BEGIN Information shown

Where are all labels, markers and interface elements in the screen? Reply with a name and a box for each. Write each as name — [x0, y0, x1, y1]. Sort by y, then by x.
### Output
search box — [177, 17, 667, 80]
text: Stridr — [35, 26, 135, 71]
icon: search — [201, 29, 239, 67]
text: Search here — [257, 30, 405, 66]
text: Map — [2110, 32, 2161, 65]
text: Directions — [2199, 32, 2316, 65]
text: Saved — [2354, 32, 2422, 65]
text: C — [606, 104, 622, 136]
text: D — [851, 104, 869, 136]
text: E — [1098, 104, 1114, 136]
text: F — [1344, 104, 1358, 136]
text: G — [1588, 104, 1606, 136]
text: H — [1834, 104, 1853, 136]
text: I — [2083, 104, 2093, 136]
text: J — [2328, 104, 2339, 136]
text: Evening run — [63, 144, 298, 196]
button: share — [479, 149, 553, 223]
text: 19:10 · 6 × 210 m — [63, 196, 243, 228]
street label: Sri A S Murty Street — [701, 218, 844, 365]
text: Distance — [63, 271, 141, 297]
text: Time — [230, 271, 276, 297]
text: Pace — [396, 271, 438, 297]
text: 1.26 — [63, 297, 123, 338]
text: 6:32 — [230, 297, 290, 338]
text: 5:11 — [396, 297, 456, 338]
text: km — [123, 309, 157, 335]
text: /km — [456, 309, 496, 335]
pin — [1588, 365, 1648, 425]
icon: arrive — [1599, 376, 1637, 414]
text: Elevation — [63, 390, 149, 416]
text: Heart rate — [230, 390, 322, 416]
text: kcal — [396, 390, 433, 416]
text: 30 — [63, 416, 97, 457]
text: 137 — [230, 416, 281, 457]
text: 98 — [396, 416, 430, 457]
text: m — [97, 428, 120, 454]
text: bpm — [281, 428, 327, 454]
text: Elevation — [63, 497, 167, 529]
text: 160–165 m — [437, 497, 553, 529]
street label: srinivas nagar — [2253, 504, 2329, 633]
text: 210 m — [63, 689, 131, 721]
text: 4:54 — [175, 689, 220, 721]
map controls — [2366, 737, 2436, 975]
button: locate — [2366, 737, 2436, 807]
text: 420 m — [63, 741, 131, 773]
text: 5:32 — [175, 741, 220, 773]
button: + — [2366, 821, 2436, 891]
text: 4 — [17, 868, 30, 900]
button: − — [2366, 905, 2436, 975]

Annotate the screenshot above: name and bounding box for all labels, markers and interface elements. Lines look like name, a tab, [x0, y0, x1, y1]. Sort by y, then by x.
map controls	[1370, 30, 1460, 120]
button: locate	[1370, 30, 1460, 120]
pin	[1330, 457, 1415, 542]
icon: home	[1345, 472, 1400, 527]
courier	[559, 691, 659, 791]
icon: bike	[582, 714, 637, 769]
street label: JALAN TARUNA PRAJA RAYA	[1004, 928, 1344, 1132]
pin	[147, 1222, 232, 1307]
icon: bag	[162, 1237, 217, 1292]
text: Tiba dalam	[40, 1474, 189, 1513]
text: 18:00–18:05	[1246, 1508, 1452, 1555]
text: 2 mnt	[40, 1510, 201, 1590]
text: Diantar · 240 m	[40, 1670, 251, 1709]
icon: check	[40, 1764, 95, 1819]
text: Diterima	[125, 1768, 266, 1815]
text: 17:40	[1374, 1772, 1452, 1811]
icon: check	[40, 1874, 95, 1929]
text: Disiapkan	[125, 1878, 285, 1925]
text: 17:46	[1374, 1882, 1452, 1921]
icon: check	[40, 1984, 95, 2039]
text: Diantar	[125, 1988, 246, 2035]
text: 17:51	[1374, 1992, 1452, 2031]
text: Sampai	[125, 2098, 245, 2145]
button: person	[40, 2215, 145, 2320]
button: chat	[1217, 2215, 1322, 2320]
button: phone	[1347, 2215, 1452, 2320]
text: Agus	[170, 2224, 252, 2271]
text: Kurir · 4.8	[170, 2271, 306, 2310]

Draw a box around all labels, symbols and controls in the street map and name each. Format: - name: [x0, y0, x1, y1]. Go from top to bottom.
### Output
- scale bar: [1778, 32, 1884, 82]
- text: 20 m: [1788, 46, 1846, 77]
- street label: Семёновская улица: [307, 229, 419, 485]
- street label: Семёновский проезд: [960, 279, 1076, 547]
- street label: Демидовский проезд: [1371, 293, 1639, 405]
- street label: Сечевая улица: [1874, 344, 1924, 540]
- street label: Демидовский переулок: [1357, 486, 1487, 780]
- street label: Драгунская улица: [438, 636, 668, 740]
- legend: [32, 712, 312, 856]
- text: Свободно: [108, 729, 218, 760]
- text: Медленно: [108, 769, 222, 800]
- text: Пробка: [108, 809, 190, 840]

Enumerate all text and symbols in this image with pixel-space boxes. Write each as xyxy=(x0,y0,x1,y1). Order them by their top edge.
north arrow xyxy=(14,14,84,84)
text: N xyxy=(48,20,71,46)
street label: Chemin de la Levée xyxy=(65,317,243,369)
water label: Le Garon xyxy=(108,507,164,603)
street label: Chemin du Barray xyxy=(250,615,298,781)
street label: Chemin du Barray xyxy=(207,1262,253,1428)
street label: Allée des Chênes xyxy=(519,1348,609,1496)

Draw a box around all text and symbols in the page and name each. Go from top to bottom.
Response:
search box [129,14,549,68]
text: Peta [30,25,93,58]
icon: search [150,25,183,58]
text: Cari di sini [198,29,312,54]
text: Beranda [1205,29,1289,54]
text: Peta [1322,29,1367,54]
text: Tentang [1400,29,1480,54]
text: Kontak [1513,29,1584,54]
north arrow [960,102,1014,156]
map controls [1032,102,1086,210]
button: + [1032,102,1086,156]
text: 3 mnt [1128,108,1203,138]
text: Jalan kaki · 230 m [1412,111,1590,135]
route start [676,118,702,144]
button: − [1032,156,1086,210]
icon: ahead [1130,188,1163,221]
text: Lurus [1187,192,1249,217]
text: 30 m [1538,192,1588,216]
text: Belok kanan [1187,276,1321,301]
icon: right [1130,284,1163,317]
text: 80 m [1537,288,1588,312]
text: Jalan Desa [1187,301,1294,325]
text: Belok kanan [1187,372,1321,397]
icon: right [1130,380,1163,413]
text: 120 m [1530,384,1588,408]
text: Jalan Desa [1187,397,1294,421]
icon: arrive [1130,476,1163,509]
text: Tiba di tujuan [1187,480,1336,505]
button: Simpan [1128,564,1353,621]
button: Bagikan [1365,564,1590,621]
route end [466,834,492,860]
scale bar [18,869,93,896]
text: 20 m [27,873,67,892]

END Information shown

Pull out all lines in the data above that include "right".

icon: right [1130,284,1163,317]
icon: right [1130,380,1163,413]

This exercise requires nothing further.